When you are already navigating the emotional toll of a toxic relationship, what you eat may be the last thing on your mind. Yet dietitians point out that certain foods can actually amplify your body's stress response, making it harder to think clearly, regulate emotions, and maintain energy. Here are three categories of foods that can worsen stress specifically in this context—and what to reach for instead.
1. Caffeine: Fuel for the Fight-or-Flight Response
Coffee, energy drinks, and even black tea can spike cortisol and adrenaline. In a high-stress relationship, your nervous system may already be on high alert. Adding caffeine can push you into a state of constant agitation, making it difficult to relax or sleep. Dietitians suggest limiting caffeine to one cup in the morning or switching to green tea, which contains L-theanine—an amino acid that promotes calmness without sedation.
2. Ultra-Processed Snacks and Sugary Treats
Packaged cookies, chips, soda, and white bread cause rapid spikes and crashes in blood sugar. These dips can mimic or worsen symptoms of anxiety, such as irritability, shakiness, and brain fog. In a toxic relationship, you may already experience emotional volatility; unstable blood sugar only intensifies that roller coaster. Dietitians recommend pairing a complex carbohydrate (like whole-grain crackers or apple slices) with protein or healthy fat (nut butter, yogurt) to keep blood sugar steady throughout the day.
Quick tip: If you feel an urge to stress-eat, pause and ask whether you're truly hungry—or just needing comfort. A 5-minute walk or deep breathing can reset that impulse.

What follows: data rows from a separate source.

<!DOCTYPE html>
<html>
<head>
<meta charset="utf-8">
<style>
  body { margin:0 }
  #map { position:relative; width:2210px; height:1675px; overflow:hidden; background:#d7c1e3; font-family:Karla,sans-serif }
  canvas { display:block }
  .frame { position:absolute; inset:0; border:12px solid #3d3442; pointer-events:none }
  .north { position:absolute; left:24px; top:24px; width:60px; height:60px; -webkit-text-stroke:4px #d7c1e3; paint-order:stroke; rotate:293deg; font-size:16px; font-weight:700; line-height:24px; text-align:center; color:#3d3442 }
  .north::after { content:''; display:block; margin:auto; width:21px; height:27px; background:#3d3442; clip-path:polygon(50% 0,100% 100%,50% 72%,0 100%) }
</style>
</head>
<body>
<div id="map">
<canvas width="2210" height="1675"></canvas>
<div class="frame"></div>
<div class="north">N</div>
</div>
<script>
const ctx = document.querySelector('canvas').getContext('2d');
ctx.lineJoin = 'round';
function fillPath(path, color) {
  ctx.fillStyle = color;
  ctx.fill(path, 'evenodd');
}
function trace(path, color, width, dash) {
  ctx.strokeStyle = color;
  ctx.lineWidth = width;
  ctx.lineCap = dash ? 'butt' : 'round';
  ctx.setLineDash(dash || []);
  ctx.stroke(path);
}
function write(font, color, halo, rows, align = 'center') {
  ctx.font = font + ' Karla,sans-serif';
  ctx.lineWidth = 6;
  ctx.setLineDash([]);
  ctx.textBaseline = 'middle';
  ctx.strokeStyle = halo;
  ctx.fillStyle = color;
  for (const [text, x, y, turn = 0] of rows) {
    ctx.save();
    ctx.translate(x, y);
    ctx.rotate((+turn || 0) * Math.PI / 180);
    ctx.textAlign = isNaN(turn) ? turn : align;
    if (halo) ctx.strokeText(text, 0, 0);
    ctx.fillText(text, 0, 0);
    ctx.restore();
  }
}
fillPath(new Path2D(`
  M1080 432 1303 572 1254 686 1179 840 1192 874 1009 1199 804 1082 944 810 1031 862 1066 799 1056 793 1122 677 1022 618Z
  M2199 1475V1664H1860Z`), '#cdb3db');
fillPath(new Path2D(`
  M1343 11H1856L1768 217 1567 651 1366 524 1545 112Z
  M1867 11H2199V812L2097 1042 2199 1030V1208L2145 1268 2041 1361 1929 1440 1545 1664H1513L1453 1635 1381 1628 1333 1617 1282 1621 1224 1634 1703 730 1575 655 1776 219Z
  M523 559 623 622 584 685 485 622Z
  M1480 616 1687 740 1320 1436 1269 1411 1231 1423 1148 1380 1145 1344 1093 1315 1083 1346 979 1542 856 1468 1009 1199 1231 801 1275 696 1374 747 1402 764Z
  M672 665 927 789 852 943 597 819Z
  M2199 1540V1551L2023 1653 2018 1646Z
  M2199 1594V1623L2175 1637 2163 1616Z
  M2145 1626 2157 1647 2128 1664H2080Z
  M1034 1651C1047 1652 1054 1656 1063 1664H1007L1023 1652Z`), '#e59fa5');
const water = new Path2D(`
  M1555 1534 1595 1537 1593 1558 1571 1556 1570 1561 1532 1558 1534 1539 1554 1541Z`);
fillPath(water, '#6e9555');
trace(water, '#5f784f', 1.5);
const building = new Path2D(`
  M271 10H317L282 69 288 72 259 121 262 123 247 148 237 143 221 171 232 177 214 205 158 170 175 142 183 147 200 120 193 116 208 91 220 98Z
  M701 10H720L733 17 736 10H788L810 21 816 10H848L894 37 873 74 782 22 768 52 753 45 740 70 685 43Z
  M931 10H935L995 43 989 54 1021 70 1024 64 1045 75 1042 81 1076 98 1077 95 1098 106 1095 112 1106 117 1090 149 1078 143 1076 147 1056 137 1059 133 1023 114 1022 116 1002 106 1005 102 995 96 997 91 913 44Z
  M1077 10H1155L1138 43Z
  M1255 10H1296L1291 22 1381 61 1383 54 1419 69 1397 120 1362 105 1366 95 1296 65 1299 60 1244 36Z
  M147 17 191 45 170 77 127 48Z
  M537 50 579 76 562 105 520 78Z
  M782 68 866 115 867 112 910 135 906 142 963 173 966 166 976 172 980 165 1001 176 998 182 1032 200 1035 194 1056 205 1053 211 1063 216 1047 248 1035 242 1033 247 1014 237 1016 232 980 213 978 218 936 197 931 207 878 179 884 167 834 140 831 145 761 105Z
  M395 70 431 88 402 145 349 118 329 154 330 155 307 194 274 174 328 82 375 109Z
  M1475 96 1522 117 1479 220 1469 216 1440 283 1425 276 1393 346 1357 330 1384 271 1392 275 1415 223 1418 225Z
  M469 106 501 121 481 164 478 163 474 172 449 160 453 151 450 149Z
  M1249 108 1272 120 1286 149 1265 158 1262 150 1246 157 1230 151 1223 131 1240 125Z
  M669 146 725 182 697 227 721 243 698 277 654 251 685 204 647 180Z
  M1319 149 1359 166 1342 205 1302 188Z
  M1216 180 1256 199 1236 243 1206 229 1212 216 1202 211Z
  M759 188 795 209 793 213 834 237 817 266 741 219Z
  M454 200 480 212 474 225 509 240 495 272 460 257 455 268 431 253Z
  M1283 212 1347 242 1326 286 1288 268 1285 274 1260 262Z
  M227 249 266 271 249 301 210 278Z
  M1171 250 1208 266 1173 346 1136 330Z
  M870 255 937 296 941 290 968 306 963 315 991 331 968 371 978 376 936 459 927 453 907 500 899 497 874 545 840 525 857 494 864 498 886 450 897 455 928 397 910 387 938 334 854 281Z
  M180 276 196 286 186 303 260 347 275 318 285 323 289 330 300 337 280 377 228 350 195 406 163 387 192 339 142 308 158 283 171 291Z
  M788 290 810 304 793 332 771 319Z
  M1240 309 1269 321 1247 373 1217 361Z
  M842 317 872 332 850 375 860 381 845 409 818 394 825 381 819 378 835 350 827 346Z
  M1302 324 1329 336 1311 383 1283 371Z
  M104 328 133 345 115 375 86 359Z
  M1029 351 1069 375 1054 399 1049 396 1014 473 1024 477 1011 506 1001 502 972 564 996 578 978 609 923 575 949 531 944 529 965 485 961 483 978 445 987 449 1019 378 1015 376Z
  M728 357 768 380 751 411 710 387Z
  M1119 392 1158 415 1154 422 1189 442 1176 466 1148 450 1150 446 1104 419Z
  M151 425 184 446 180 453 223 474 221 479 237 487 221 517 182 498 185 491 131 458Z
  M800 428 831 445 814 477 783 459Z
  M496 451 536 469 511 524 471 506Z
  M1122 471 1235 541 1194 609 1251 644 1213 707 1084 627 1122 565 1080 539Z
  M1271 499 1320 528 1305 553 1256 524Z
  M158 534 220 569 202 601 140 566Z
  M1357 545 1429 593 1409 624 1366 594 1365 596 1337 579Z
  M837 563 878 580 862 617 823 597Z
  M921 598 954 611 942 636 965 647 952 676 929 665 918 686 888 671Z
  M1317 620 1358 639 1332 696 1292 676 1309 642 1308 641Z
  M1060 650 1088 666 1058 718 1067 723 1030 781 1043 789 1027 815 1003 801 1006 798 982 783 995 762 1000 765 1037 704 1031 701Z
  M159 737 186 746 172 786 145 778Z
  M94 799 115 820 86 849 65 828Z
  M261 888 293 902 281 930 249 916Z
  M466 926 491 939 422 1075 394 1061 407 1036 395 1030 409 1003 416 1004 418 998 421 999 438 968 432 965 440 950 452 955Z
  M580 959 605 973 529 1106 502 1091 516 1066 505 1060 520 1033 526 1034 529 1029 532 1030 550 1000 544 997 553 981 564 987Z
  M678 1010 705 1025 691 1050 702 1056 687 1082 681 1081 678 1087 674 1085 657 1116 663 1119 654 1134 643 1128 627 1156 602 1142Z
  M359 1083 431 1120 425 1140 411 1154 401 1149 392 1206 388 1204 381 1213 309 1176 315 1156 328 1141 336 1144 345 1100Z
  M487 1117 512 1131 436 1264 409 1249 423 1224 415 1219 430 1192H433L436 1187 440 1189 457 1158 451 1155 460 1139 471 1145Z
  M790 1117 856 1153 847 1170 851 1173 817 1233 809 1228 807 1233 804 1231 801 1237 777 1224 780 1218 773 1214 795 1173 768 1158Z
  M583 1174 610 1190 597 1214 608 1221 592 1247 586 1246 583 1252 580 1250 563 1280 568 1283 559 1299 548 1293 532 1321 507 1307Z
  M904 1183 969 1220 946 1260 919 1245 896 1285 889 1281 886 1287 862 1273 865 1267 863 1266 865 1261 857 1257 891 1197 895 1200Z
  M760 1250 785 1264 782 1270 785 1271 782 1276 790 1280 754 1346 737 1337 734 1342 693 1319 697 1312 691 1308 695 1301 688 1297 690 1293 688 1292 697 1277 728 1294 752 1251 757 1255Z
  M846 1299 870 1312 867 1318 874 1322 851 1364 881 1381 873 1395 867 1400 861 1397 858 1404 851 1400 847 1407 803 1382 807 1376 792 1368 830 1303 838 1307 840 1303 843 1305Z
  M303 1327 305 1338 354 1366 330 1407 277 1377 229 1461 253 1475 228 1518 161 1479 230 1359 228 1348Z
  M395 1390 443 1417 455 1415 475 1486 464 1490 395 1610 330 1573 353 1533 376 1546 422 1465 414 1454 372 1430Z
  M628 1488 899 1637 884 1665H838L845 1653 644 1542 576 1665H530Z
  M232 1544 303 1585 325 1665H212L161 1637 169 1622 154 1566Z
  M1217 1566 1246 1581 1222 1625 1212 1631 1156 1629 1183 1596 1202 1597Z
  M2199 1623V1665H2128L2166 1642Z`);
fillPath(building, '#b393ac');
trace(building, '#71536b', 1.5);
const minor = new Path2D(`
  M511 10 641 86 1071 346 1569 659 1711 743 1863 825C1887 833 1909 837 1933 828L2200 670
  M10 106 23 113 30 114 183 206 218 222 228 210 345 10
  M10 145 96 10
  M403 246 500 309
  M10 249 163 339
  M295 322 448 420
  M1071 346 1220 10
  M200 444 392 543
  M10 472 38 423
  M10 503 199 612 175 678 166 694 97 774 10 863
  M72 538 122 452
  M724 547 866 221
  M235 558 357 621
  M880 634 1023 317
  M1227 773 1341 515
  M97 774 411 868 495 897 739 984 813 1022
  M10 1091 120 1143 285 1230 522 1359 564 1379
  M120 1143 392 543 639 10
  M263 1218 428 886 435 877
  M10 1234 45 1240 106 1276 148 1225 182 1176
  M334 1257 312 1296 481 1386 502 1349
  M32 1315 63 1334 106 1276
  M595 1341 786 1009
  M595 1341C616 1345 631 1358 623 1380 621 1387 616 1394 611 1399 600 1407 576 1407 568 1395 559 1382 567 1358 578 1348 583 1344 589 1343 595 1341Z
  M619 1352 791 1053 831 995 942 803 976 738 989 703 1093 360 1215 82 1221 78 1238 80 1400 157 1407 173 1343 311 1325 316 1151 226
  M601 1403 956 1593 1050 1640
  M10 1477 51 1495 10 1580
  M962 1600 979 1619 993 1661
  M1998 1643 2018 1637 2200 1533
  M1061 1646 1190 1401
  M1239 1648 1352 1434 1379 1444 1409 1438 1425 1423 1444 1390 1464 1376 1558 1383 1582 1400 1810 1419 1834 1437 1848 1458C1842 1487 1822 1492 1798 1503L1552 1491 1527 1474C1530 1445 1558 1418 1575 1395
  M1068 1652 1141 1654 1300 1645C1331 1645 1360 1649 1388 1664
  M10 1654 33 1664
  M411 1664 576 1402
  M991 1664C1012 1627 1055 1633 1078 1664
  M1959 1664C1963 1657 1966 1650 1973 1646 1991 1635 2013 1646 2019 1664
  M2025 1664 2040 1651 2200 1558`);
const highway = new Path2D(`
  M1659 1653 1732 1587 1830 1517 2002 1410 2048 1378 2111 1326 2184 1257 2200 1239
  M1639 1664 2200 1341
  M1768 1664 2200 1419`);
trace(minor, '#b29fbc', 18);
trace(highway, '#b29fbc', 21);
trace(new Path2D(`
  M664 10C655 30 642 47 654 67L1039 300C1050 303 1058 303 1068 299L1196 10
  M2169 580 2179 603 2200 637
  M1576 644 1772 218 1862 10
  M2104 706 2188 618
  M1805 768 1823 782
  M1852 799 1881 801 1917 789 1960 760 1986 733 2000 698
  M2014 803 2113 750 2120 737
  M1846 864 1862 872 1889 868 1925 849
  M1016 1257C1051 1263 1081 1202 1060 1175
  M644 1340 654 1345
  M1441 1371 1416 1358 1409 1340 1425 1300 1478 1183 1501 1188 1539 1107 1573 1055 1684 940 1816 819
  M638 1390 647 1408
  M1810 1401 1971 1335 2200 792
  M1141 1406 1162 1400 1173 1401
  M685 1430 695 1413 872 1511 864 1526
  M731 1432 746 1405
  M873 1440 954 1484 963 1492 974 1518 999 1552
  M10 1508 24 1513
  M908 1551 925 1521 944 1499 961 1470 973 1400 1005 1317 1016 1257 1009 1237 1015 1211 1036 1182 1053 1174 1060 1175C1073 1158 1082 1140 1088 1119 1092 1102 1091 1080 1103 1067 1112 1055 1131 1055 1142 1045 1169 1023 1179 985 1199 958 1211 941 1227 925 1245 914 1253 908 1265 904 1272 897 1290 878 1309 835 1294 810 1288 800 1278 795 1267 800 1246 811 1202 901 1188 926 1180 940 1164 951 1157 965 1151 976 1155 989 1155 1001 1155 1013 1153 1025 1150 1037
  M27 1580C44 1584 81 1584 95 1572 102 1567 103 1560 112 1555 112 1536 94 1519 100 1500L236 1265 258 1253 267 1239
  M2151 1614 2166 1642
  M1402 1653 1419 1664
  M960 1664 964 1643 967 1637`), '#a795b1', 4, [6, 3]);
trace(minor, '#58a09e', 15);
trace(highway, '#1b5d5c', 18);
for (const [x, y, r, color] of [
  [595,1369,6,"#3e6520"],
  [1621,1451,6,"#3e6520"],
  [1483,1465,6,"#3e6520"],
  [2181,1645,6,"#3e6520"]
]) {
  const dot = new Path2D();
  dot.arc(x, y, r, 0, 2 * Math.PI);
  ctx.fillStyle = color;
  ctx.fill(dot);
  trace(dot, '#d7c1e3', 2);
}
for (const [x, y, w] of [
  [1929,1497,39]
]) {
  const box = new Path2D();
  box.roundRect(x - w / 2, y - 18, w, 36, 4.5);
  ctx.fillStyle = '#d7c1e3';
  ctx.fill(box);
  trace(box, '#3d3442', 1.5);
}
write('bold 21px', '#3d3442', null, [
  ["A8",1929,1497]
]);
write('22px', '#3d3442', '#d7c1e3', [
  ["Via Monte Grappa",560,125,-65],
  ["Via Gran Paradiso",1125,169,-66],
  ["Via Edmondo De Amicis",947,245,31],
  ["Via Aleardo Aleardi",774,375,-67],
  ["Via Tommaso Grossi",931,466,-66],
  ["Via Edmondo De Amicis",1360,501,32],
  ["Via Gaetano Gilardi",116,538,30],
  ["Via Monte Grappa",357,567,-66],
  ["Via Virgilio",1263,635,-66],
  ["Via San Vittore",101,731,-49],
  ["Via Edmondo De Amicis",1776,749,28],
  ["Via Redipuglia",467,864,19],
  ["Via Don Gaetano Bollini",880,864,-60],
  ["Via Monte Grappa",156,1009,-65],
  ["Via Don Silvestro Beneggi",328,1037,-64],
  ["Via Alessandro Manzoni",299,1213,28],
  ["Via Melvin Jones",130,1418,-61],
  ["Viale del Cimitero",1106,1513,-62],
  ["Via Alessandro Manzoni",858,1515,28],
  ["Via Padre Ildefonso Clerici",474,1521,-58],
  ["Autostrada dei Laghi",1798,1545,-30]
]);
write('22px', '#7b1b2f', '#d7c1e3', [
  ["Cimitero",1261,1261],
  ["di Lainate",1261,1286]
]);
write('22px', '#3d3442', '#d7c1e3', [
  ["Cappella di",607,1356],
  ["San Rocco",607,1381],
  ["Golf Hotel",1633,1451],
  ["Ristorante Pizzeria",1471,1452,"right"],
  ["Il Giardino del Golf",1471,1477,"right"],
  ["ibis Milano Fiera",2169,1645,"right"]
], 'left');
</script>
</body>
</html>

3. Alcohol: A Short-Term Sedative with Long-Term Consequences
A glass of wine or beer may seem like a quick way to take the edge off after a tense conversation. However, alcohol disrupts sleep architecture, particularly REM sleep, which is critical for emotional processing. Poor sleep lowers your tolerance for conflict and reduces your ability to set boundaries. Over time, alcohol can also increase baseline anxiety and depression. Dietitians advise limiting alcohol to occasional use and never using it as a coping mechanism.
Small Swaps, Big Shifts
You don't have to overhaul your diet overnight. Start with one swap: replace the afternoon energy drink with sparkling water and a handful of almonds. Or try a cup of chamomile tea in the evening instead of a second glass of wine. These small changes help stabilize your mood and give you a clearer head to evaluate your situation—whether that means improving communication within the relationship or taking steps to leave.
If you are in immediate danger or experiencing abuse, please call the National Domestic Violence Hotline at 1-800-799-7233 or visit thehotline.org. Nutritional changes are supportive but never a substitute for professional help or safety planning.